* **What the task requires**
Of all the lines below, return only those starting with the line holding "Bounding boxes for" and going on through the line holding "Localize all text", exactly as written.

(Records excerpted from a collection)
==*==
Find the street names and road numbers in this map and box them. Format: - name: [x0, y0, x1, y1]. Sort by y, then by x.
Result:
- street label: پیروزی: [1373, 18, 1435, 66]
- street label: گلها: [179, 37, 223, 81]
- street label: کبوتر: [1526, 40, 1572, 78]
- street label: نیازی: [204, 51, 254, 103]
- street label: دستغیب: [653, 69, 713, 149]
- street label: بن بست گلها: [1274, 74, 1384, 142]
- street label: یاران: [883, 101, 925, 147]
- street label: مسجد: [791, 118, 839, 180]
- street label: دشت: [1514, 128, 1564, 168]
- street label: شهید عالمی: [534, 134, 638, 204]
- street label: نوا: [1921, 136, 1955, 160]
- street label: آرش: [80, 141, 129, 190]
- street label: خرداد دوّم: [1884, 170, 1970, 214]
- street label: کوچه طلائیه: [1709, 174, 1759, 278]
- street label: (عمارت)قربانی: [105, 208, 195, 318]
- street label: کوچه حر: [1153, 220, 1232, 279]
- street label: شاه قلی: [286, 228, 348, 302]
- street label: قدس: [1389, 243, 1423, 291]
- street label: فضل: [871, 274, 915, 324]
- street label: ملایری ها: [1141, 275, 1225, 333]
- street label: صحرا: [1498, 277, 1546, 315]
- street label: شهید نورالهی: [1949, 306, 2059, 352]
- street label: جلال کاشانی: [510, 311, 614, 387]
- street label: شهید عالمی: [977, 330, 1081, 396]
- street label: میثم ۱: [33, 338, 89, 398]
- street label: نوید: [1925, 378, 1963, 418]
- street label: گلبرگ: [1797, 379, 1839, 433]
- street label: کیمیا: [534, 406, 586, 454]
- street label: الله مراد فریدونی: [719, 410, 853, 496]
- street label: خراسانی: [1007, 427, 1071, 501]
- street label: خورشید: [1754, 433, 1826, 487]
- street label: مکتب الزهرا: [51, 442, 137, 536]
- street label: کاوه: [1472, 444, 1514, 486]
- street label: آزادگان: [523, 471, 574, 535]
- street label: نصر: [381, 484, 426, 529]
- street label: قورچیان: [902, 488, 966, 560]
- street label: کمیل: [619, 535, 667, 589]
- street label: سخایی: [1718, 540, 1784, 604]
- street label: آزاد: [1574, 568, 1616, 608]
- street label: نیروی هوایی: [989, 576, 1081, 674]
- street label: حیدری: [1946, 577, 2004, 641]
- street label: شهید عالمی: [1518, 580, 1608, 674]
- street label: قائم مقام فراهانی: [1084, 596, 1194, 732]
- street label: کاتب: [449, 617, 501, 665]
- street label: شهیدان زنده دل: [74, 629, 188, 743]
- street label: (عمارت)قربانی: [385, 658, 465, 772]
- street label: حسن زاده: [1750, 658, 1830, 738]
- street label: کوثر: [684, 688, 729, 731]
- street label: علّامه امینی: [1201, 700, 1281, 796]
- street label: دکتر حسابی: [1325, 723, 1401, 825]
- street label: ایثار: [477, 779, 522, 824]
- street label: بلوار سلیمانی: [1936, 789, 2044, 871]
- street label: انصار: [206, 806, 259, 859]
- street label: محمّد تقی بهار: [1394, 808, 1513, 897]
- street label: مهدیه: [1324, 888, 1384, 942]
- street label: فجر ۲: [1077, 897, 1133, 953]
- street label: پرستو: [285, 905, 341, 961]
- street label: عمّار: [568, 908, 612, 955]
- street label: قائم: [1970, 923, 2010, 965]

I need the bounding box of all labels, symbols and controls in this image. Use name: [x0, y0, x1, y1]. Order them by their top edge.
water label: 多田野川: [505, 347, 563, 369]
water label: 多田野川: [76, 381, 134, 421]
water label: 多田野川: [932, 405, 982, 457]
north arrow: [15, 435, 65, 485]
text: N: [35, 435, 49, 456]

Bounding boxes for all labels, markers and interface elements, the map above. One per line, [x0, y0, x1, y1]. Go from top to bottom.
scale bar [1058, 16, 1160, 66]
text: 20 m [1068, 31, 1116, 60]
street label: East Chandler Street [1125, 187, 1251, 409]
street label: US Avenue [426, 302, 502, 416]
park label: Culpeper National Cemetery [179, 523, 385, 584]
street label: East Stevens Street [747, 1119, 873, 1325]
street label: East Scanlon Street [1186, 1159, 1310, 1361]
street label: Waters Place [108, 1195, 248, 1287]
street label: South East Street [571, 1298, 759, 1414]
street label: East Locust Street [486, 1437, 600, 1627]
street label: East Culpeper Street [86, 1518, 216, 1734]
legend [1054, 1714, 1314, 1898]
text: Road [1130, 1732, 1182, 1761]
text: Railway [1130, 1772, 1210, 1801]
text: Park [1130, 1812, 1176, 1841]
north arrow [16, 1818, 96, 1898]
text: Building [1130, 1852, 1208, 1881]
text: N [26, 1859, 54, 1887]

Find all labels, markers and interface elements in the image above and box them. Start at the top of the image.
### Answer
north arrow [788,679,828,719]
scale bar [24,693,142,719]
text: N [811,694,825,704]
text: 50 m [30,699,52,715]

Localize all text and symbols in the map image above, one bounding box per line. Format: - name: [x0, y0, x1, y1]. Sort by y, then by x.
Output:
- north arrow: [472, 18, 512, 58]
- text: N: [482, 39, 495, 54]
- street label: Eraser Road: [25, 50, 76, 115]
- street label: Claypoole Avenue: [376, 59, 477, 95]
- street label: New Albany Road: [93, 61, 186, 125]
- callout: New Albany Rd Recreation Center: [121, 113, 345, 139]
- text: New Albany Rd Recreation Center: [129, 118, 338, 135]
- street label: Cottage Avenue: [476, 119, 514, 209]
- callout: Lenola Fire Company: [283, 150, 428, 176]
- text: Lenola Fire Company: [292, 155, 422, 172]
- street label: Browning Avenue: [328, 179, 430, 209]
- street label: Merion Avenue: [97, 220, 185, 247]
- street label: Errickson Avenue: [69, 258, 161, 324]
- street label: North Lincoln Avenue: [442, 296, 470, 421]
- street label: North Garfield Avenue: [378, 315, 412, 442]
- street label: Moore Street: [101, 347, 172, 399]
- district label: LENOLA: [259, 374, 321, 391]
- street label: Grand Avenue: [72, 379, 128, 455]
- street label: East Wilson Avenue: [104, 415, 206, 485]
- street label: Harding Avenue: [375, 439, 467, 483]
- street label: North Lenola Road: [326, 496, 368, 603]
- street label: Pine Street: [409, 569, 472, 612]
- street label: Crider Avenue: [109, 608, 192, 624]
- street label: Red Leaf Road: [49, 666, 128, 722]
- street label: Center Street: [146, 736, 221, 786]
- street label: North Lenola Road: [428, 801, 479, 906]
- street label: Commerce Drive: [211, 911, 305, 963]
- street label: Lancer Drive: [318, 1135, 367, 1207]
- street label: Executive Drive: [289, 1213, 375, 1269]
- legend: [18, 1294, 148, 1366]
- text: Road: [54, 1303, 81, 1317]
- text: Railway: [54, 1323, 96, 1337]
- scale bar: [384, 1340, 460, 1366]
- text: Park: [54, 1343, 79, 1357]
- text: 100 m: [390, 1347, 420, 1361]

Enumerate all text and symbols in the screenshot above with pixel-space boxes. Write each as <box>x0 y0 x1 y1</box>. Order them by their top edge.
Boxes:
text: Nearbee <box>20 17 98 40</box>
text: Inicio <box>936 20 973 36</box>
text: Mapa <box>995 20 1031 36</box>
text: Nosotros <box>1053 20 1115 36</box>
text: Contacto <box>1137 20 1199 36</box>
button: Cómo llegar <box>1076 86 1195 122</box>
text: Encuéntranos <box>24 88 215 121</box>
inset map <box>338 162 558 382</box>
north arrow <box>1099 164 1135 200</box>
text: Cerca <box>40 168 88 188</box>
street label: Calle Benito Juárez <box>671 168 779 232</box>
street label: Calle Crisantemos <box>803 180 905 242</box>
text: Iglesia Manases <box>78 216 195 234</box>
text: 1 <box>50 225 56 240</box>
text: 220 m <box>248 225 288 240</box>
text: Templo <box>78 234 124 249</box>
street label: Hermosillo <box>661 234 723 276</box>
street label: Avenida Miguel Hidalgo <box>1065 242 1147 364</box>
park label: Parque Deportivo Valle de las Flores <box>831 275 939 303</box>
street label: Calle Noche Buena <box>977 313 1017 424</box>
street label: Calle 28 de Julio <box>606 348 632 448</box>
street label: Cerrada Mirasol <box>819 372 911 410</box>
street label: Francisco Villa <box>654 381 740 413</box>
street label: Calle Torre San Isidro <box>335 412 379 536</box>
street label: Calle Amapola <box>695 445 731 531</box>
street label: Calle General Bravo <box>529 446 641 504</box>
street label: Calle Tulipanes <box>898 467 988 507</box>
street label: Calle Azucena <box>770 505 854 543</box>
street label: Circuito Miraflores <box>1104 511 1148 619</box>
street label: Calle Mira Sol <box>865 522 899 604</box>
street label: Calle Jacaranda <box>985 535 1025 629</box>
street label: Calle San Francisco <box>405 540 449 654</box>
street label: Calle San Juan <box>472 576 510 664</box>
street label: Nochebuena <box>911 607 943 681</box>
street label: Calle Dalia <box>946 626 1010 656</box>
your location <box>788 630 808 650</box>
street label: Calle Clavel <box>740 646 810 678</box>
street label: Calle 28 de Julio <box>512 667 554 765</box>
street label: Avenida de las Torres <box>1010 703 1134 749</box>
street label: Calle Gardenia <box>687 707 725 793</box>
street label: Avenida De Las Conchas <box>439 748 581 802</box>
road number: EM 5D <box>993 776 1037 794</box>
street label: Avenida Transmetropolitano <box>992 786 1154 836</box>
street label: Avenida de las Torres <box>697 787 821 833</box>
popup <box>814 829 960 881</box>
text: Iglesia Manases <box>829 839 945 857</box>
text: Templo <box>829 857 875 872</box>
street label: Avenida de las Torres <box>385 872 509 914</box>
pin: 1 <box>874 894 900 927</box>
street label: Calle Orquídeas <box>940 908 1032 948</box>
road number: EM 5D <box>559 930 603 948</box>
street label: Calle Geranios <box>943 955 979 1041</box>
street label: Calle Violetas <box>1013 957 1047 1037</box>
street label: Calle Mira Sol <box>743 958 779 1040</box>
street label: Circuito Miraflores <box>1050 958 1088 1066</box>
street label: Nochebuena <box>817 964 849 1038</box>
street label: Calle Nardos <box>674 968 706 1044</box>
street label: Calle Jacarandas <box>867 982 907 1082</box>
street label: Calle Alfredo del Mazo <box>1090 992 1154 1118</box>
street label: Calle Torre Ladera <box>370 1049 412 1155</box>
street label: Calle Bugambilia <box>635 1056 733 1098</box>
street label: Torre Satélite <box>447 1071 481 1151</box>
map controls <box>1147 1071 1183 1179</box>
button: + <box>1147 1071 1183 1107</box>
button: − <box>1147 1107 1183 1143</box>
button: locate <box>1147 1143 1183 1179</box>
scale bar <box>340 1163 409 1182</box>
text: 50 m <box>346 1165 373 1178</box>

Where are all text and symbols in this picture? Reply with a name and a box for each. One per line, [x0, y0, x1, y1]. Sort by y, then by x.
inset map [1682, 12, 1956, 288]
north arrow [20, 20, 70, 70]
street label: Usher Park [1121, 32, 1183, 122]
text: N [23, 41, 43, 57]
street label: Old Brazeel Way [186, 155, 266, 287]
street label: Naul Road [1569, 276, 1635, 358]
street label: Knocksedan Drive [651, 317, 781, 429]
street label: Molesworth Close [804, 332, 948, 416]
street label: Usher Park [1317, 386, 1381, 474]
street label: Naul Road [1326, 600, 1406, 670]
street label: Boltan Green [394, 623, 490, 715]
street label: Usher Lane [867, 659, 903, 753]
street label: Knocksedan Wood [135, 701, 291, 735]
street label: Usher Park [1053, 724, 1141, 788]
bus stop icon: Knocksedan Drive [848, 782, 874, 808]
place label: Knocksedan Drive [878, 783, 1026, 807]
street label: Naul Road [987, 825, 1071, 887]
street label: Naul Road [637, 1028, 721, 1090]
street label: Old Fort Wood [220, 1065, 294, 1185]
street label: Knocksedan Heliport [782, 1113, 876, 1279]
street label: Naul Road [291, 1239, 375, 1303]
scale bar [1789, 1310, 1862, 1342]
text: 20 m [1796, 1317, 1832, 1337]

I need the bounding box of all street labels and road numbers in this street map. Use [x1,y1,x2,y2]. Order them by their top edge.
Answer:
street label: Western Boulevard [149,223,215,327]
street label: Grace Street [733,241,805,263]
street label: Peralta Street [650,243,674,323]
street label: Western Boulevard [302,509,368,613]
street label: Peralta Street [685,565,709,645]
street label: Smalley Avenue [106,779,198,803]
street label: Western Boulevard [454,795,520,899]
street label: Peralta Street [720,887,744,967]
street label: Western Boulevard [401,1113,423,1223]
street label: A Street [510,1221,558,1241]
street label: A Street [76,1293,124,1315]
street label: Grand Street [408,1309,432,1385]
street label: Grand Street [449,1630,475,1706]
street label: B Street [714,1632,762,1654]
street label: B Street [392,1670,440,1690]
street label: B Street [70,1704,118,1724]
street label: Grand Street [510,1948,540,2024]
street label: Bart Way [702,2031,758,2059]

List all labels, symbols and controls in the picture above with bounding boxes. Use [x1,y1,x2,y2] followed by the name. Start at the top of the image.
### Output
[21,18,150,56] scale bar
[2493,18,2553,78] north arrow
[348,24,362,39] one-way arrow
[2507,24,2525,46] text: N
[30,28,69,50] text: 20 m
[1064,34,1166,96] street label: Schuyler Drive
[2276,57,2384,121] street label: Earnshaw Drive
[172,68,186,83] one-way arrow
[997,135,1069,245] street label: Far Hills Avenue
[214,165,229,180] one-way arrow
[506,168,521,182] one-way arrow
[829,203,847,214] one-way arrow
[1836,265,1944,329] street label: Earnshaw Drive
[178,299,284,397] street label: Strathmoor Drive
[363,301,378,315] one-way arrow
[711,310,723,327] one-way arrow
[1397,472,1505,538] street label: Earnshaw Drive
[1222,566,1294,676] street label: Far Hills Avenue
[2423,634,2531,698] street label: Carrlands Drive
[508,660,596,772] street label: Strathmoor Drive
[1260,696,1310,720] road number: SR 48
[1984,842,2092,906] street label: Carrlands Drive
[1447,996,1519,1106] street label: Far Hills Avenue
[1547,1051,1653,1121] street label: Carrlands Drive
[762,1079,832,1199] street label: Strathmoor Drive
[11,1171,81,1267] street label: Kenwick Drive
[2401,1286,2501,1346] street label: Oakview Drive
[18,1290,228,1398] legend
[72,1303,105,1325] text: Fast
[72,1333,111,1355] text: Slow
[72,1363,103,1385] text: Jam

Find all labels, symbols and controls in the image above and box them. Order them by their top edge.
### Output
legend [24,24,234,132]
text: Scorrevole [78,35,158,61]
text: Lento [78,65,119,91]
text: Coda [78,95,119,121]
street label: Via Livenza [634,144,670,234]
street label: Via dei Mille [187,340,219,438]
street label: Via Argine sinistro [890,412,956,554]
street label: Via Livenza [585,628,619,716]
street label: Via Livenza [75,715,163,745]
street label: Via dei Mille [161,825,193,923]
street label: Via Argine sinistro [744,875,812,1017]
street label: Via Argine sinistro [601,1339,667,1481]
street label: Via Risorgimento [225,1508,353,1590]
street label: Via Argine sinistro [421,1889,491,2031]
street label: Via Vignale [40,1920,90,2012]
==*==
* **Exercise solution**
Bounding boxes for all labels, markers and interface elements, the map above. One per line, [x0, y0, x1, y1]. Go from top to bottom.
scale bar [1058, 16, 1160, 66]
text: 20 m [1068, 31, 1116, 60]
street label: East Chandler Street [1125, 187, 1251, 409]
street label: US Avenue [426, 302, 502, 416]
park label: Culpeper National Cemetery [179, 523, 385, 584]
street label: East Stevens Street [747, 1119, 873, 1325]
street label: East Scanlon Street [1186, 1159, 1310, 1361]
street label: Waters Place [108, 1195, 248, 1287]
street label: South East Street [571, 1298, 759, 1414]
street label: East Locust Street [486, 1437, 600, 1627]
street label: East Culpeper Street [86, 1518, 216, 1734]
legend [1054, 1714, 1314, 1898]
text: Road [1130, 1732, 1182, 1761]
text: Railway [1130, 1772, 1210, 1801]
text: Park [1130, 1812, 1176, 1841]
north arrow [16, 1818, 96, 1898]
text: Building [1130, 1852, 1208, 1881]
text: N [26, 1859, 54, 1887]

Find all labels, markers and interface elements in the image above and box them. Start at the top of the image.
### Answer
north arrow [788,679,828,719]
scale bar [24,693,142,719]
text: N [811,694,825,704]
text: 50 m [30,699,52,715]

Localize all text and symbols in the map image above, one bounding box per line. Format: - name: [x0, y0, x1, y1]. Sort by y, then by x.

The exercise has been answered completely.